Comment 3 for bug 1673483

Revision history for this message
Kashyap Chamarthy (kashyapc) wrote :

(From an IRC interaction with Dan Berrangé [danpb] and Matthew Booth
[mdbooth].)

Dan has done some log analysis. Specifically from the below log message
(from libvirt debug logs), he could deduce some clues about root cause:

   [...]
   2017-03-16 01:01:33.096+0000: 26064: debug : virNetlinkStartup:138 : Running global netlink initialization
   [...]

[danpb]: "The above is showing libvirtd has been restarted, so
presumably it crashed, causing Nova to see the EOF. We should probably
make sure OpenStack CI does *not* restart things, as it just hides the
obvious failure!"

And after looking at the error from 'syslog':

    [...]
    Mar 16 01:01:32 ubuntu-xenial-infracloud-vanilla-7903827 libvirtd[17211]: *** Error in `/usr/sbin/libvirtd': malloc(): memory corruption: 0x0000562d21527f50 ***
    [...]

[danpb]: "So it's a bug in libvirt in Ubuntu.
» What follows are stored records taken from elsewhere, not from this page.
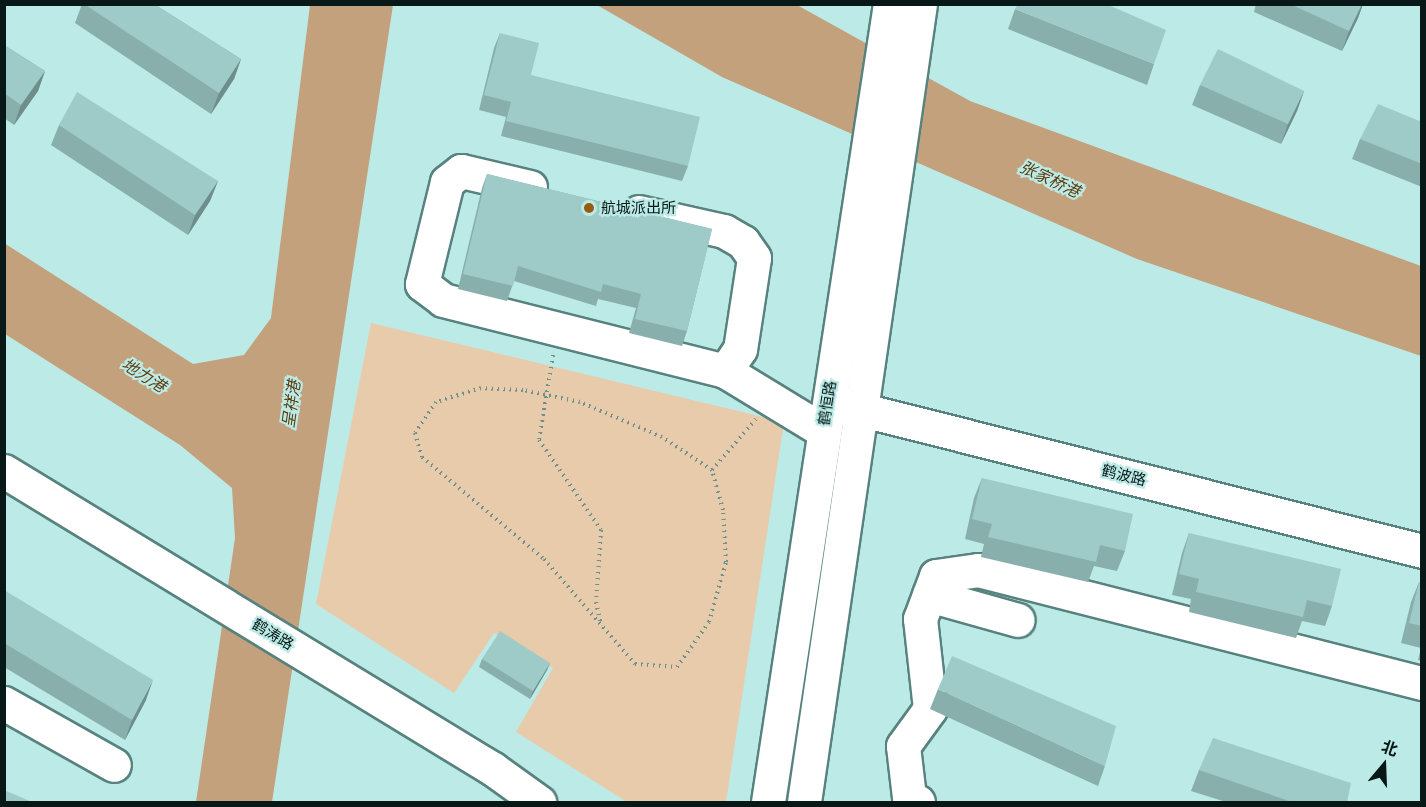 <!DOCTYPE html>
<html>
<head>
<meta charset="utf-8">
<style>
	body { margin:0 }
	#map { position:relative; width:1426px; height:807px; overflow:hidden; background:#bceae6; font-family:"IBM Plex Sans","Noto Sans SC",sans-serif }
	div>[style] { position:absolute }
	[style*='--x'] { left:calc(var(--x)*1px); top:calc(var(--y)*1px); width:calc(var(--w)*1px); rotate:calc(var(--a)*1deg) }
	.green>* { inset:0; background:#e8cbaa }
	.water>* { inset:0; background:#c3a17c }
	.path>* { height:4px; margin-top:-2px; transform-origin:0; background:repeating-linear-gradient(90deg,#6e908d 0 1.5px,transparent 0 6px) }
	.roads { filter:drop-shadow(2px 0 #57827e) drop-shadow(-2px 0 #57827e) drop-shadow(0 2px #57827e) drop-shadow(0 -2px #57827e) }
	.minor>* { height:33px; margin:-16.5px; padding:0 16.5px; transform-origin:16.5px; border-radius:16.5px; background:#fff }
	.wall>* { inset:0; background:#88afab }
	.shaded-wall>* { inset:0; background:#6f8e8b }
	.building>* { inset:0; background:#9ecbc7 }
	.dots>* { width:16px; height:16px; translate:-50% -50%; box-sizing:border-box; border:3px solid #bceae6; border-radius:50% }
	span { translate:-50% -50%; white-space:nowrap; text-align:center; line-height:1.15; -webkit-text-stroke:4.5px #bceae6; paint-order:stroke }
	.poi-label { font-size:15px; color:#071817 }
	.left { translate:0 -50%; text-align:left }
	.street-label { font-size:15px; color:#071817 }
	.water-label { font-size:16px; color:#5d3b0d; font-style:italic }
	.frame { position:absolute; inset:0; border:6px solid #071817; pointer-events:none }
	.north { position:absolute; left:1354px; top:735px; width:60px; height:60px; -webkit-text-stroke:4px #bceae6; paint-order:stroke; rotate:19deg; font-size:16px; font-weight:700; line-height:24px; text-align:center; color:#071817 }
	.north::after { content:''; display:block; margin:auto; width:21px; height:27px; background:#071817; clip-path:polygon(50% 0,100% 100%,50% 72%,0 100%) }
</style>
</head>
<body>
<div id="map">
	<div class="green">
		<i style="clip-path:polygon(371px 323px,784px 422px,726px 802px,627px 802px,516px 732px,553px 668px,494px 633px,454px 693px,316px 604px)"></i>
	</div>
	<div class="water">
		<i style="clip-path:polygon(310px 5px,393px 5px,272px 802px,196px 802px,235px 538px,232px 488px,180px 445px,5px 334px,4px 243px,193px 364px,244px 355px,271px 318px)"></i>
		<i style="clip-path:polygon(597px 5px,797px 5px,970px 101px,1421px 266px,1421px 356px,1137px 259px,722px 77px)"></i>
	</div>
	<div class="path">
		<i style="--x:553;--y:355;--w:86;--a:99.4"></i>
		<i style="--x:539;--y:440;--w:109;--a:55.4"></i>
		<i style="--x:601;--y:530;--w:72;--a:94"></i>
		<i style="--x:596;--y:602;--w:24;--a:78"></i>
		<i style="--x:712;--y:470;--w:60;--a:-146.6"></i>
		<i style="--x:662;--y:437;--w:89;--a:-156.9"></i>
		<i style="--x:580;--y:402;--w:58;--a:-168.1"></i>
		<i style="--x:523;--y:390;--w:42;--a:-177.3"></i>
		<i style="--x:481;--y:388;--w:47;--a:162.7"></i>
		<i style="--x:436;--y:402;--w:37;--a:124"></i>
		<i style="--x:415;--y:433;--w:25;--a:74"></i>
		<i style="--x:422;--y:457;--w:159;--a:39.9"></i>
		<i style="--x:544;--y:559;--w:139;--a:49.1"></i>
		<i style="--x:635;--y:664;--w:42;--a:4.1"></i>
		<i style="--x:677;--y:667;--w:55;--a:-54.6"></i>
		<i style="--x:709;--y:622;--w:62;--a:-74.2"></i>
		<i style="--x:726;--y:562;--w:52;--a:-93.3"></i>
		<i style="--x:723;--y:510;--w:41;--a:-105.4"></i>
		<i style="--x:712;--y:470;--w:67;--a:-49.2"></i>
	</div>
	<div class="roads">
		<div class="minor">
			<i style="--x:530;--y:187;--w:71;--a:-166.9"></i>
			<i style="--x:461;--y:171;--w:18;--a:142"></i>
			<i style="--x:447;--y:182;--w:105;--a:103.8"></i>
			<i style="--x:422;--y:284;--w:26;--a:37"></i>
			<i style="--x:443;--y:300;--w:291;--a:14.1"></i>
			<i style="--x:725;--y:371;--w:114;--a:31.3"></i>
			<i style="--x:639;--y:212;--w:87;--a:12.6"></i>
			<i style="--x:724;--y:231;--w:22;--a:30"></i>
			<i style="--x:743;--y:242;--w:19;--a:55"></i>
			<i style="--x:754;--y:258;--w:92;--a:98.7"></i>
			<i style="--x:740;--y:349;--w:27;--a:124"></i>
			<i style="--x:843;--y:405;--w:597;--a:14.15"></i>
			<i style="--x:4;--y:471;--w:573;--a:31.36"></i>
			<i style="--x:493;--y:769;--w:57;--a:35.7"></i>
			<i style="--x:929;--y:595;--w:92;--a:15.7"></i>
			<i style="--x:4;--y:703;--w:126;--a:29.4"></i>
			<i style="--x:768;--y:802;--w:807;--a:-81.31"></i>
			<i style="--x:804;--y:802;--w:806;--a:-81.73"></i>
			<i style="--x:918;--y:802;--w:10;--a:-151"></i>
			<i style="--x:909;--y:797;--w:51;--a:-96.7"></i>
			<i style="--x:903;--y:746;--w:46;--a:-53.9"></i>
			<i style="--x:930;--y:709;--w:91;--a:-96.3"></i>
			<i style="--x:920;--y:619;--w:46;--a:-69.6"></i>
			<i style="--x:936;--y:576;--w:42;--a:-8.1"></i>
			<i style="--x:978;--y:570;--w:458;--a:14.3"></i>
		</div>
	</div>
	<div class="wall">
		<i style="clip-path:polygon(82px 4px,154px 4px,241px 59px,234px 79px,211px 114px,75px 23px)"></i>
		<i style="clip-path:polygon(1256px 4px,1363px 4px,1358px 18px,1342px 51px,1254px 12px)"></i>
		<i style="clip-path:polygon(1015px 9px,1154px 64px,1147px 85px,1008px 29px)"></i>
		<i style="clip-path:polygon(500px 33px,531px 75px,688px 166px,682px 181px,501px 136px,506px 117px,479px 110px,494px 48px)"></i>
		<i style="clip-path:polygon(4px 45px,45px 71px,38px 91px,14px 125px,4px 118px)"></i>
		<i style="clip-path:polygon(1200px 85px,1304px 91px,1297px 111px,1281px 144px,1192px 105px)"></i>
		<i style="clip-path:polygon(1422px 122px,1422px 187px,1352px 159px,1360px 139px)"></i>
		<i style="clip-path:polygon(59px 125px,218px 181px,210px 201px,188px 235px,51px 145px)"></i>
		<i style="clip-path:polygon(487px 174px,712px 229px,687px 331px,682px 346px,629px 333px,636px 308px,598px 299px,596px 306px,514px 281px,507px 301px,458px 289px,482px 188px)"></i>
		<i style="clip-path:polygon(982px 478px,1125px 551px,1117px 571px,1094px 566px,1088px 582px,981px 557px,984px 544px,965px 539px,974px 498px)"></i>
		<i style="clip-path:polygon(1189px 533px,1332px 606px,1325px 626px,1302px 621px,1296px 638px,1189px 612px,1191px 599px,1172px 595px,1182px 553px)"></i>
		<i style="clip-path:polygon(1419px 582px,1422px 582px,1422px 661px,1418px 660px,1421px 648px,1401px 643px,1411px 602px)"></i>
		<i style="clip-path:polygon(4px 590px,146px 700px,125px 740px,4px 667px)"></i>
		<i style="clip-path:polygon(482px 659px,550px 663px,547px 670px,530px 699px,479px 667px)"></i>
		<i style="clip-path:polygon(938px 689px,1105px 766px,1098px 786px,930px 709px)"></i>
		<i style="clip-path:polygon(1199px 770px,1347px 802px,1226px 802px,1191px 791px)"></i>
	</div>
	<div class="shaded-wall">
		<i style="clip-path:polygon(1362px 4px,1363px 4px,1358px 18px,1342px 51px,1349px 31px)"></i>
		<i style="clip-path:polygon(241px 59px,234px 79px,211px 114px,219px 93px)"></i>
		<i style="clip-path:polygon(45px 71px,38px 91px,14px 125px,21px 105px)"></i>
		<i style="clip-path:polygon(1304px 91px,1297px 111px,1281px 144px,1288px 124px)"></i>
		<i style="clip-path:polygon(218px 181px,210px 201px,188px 235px,195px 215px)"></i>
		<i style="clip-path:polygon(550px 663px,547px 670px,530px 699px,533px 691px)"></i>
		<i style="clip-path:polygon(153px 680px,146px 700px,125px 740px,132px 720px)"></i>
	</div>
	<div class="building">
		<i style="clip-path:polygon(84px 4px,154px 4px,241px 59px,219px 93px)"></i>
		<i style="clip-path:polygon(1018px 4px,1106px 4px,1166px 30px,1154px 64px,1015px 9px)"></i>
		<i style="clip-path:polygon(1290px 4px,1362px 4px,1349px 31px)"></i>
		<i style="clip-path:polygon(500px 33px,539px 43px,531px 75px,700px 117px,688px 166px,506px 121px,511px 102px,484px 95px)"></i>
		<i style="clip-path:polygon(4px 45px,45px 71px,21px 105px,4px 93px)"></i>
		<i style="clip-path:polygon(1218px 49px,1304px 91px,1288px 124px,1200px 85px)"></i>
		<i style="clip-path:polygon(77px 92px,218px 181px,195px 215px,59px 125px)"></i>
		<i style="clip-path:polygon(1378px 104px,1422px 122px,1422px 164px,1360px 139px)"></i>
		<i style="clip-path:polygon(487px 174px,712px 229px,687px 331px,635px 319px,641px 294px,603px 284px,601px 292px,518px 266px,513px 286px,463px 274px)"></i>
		<i style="clip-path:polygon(982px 478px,1133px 514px,1125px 551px,1100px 545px,1096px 562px,988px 537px,992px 524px,972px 519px)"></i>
		<i style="clip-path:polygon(1189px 533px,1341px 569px,1332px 606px,1307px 600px,1303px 617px,1196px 592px,1199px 579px,1179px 574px)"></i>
		<i style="clip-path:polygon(1419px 582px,1422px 582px,1422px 626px,1409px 623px)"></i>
		<i style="clip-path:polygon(4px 590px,153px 680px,132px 720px,4px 643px)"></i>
		<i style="clip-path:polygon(500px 631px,550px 663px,533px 691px,482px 659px)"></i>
		<i style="clip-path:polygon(952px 656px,1116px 726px,1105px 766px,938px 689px)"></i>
		<i style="clip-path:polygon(1213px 738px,1351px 783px,1347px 802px,1292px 802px,1199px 770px)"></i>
		<i style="clip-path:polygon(4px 790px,32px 802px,4px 802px)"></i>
	</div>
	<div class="dots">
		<i style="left:589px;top:208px;background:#935e12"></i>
	</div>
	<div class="poi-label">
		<span class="left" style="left:601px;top:208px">航城派出所</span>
	</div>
	<div class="street-label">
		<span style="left:827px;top:403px;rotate:-81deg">鹤恒路</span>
		<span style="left:1124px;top:475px;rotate:14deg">鹤波路</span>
		<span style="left:273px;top:634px;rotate:31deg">鹤涛路</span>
	</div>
	<div class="water-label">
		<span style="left:1050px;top:179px;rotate:25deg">张家桥港</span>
		<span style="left:144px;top:375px;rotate:32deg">地力港</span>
		<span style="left:291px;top:404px;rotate:-82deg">呈祥港</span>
	</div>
	<div class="frame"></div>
	<div class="north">北</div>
</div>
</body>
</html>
Which is probably fixed
sometime after 1.3.1."

NOTE (kashyap): There is an existing bug for the above memory corruption
here:

    https://bugs.launchpad.net/nova/+bug/1643911/ -- 'libvirt randomly
    crashes on xenial nodes with "*** Error in `/usr/sbin/libvirtd':
    malloc(): memory corruption:"'

After some code inspection, Dan pointed out two potential commits from
libvirt that are likely candidates to have fixed the issue:

(1) One possible candidate in 1.3.2 would be:

    'qemu: Process monitor EOF in a job' --
    https://libvirt.org/git/?p=libvirt.git;a=commit;h=8c9ff99

(2) This might be relevant, too, but less likely:

    ;qemu: Avoid calling qemuProcessStop without a job' --
    https://libvirt.org/git/?p=libvirt.git;a=commit;h=81f50cb

He notes further: "the first [libvirt] commit hash noted above (8c9ff99)
is something you'd want to encourage Ubuntu maintainers to add as I
don't see it in their patches right now."